1879-1953, Russian revolutionary, head of the USSR

(1924-53). A Georgian cobbler’s son named

Dzhugashvili, he joined the Social-Democratic party

while a seminarian and soon became a professional

revolutionary. In the 1903 party split (see BOLSHEVISM

AND MENSHEVISM) he sided with LENIN. Stalin

attended party congresses abroad and worked in the

Georgian party press. In 1912 he went to St. Petersburg,

where he was elected to the party’s central committee.

About this time he took the name Stalin (man of steel).

His sixth arrest (1913) led to four years of Siberian exile.

After the RUSSIAN REVOLUTION of March 1917, he

joined the editorial board of the party paper Pravda.
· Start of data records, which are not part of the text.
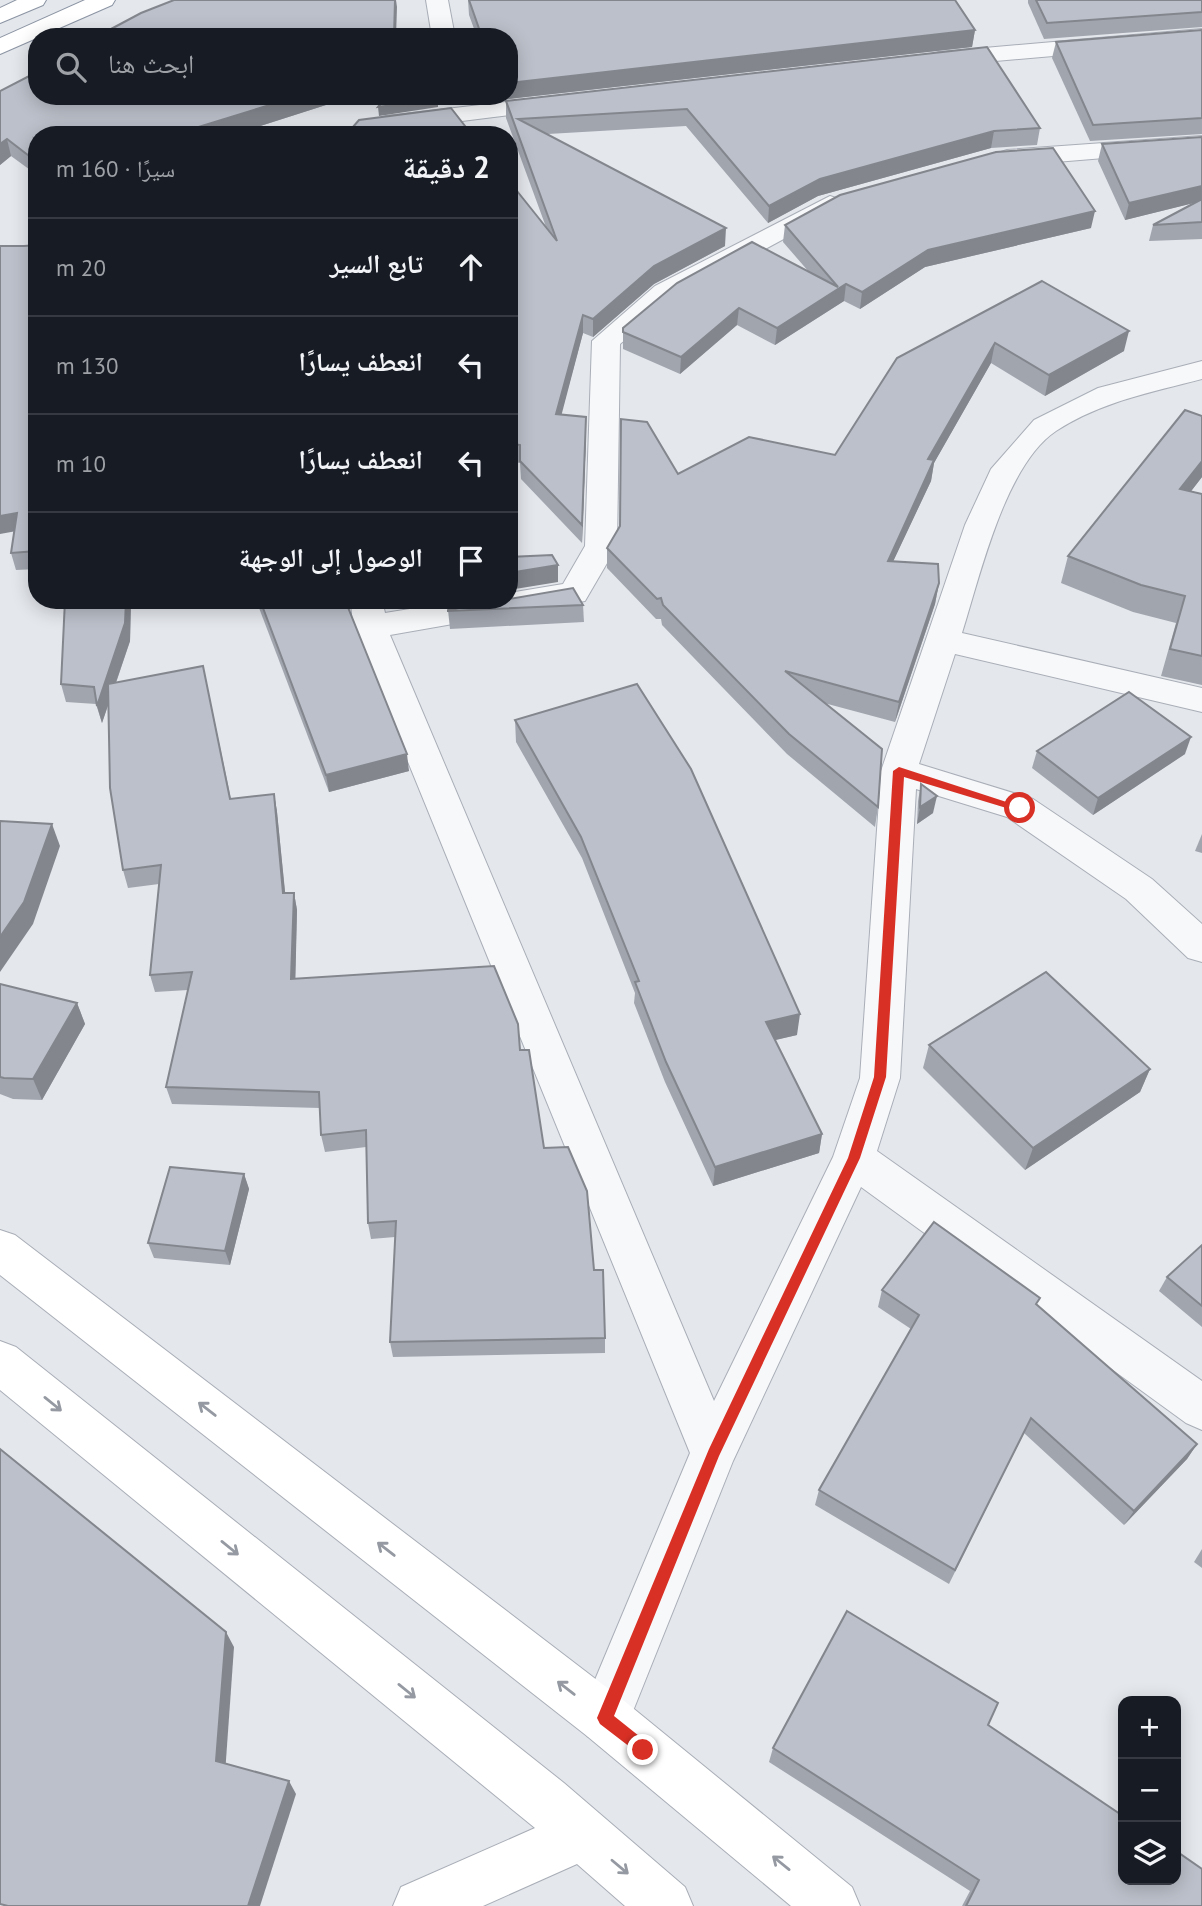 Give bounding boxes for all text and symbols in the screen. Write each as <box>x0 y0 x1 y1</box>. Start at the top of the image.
search box <box>28 28 518 105</box>
text: ابحث هنا <box>108 47 194 80</box>
icon: search <box>52 48 90 86</box>
text: 2 دقيقة <box>402 147 490 186</box>
text: سيرًا · 160 m <box>56 154 175 183</box>
text: تابع السير <box>330 247 423 280</box>
icon: ahead <box>452 248 490 286</box>
text: 20 m <box>56 253 106 282</box>
text: انعطف يسارًا <box>299 345 423 378</box>
icon: left <box>452 346 490 384</box>
text: 130 m <box>56 351 118 380</box>
text: انعطف يسارًا <box>299 443 423 476</box>
icon: left <box>452 444 490 482</box>
text: 10 m <box>56 449 106 478</box>
text: الوصول إلى الوجهة <box>239 541 423 574</box>
icon: arrive <box>452 542 490 580</box>
route start <box>1004 792 1035 823</box>
one-way arrow <box>44 1397 62 1412</box>
one-way arrow <box>198 1402 216 1417</box>
one-way arrow <box>220 1540 238 1555</box>
one-way arrow <box>378 1541 396 1556</box>
one-way arrow <box>558 1681 576 1696</box>
one-way arrow <box>397 1683 415 1698</box>
map controls <box>1118 1696 1181 1885</box>
button: + <box>1118 1696 1181 1759</box>
route end <box>627 1734 658 1765</box>
button: − <box>1118 1759 1181 1822</box>
button: layers <box>1118 1822 1181 1885</box>
one-way arrow <box>772 1855 790 1871</box>
one-way arrow <box>610 1859 628 1875</box>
When the Bolsheviks took power (Nov. 1917) he became

people’s commissar of nationalities. He also played an

important administrative role in the civil war (1918-20). In

1922 Stalin was made general secretary of the party.

Lenin, before he died in 1924, wrote a testament urging

Stalin’s removal from the post because of his arbitrary

conduct; but in the struggle to succeed Lenin, Stalin

was victorious. By 1927 he had discarded his erstwhile

allies BUKHARIN, KAMENEV, and ZINOVIEV; in 1929

TROTSKY, his major rival for the succession, was exiled

from the USSR. Forcible agricultural collectivization and

breakneck industrialization began in 1928. The state,

instead of withering away, as Marx had foreseen, was

glorified. Nationalism was revived as socialism in one

country. The military was reorganized along czarist lines.

Conservatism permeated official policy on art,

education, and the family. Political repression and terror

reached a height in the 1930s. In a public trial Bukharin,

Kamenev, Zinoviev, and others were charged with

conspiring to overthrow the regime; they confessed and

were executed. Enormous numbers of ordinary citizens

also fell victim. Stalin’s foreign policy in the 1930s

focused on efforts to form alliances with Britain and

France against NAZI Germany; the 1939 Russo-German

nonaggression pact marked the failure of these efforts.

In 1941 Stalin took over the premiership from

MOLOTOV. The German invasion (June 22) found him

unprepared; at war’s end (1945) 20 million Russians were

dead (see UNION OF SOVIET SOCIALIST REPUBLICS).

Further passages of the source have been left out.